Your answer should be every line of the records that contains the word "Bilal".

╭─ DATA FOR PROCESSING

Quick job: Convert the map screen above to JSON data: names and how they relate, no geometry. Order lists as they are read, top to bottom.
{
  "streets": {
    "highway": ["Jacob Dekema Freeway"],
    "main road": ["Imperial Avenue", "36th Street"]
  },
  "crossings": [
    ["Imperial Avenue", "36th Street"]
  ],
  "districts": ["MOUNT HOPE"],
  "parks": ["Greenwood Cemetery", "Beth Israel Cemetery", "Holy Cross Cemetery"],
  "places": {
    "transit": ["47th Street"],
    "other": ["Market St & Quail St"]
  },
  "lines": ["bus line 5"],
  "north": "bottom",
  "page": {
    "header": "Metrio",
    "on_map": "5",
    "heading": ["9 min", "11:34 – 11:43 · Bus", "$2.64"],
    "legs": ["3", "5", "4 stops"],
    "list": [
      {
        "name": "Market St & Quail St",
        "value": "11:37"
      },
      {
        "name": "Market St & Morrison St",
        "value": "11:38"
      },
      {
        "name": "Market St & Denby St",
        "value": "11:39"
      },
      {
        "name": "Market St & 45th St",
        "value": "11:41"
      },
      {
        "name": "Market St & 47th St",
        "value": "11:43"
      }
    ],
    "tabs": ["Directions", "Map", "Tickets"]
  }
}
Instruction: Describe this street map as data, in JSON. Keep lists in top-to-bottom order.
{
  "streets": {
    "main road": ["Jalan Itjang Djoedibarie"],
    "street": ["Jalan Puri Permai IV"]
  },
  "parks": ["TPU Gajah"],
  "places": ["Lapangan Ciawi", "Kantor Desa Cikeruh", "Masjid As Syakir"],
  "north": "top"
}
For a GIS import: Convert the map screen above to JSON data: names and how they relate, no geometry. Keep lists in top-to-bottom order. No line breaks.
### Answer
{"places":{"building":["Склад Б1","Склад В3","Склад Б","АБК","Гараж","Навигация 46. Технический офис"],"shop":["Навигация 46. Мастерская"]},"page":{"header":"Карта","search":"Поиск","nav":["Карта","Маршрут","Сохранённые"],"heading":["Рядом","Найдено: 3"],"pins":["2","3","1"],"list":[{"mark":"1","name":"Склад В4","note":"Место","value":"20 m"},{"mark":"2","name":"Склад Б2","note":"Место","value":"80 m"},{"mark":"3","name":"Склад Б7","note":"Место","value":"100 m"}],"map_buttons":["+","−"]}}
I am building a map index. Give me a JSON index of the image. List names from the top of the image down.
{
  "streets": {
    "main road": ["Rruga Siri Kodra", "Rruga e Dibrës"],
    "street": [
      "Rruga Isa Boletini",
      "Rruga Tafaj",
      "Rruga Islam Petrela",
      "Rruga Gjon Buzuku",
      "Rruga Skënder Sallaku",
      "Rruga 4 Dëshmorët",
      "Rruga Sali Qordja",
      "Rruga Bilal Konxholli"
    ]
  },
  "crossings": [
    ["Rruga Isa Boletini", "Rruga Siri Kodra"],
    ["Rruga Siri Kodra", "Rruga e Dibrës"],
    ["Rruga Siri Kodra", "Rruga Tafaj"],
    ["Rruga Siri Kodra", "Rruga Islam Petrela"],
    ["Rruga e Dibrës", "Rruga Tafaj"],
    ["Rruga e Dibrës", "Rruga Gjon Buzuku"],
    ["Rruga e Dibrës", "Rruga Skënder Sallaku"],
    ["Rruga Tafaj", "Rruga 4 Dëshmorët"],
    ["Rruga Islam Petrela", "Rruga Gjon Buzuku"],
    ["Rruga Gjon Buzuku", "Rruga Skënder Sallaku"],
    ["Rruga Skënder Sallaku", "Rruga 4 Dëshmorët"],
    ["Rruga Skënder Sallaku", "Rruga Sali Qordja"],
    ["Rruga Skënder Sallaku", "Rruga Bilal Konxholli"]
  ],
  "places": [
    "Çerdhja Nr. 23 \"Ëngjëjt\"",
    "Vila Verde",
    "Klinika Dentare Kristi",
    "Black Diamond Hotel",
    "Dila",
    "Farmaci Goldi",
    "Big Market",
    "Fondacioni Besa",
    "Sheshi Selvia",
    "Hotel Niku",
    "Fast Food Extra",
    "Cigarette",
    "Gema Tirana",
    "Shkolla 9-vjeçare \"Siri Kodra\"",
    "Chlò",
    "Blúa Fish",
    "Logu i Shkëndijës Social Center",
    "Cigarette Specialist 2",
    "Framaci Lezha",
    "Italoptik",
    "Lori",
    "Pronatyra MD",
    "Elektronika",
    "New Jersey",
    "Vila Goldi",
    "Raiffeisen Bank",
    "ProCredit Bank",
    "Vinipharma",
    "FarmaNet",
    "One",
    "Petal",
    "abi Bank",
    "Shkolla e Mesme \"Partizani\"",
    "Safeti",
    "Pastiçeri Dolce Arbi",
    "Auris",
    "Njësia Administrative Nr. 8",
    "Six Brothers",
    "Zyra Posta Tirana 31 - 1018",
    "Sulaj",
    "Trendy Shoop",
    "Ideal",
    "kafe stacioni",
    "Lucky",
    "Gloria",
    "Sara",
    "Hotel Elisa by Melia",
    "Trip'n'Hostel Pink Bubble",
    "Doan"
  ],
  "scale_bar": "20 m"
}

╰─

> WRITTEN SOLUTION:
      "Rruga Bilal Konxholli"
    ["Rruga Skënder Sallaku", "Rruga Bilal Konxholli"]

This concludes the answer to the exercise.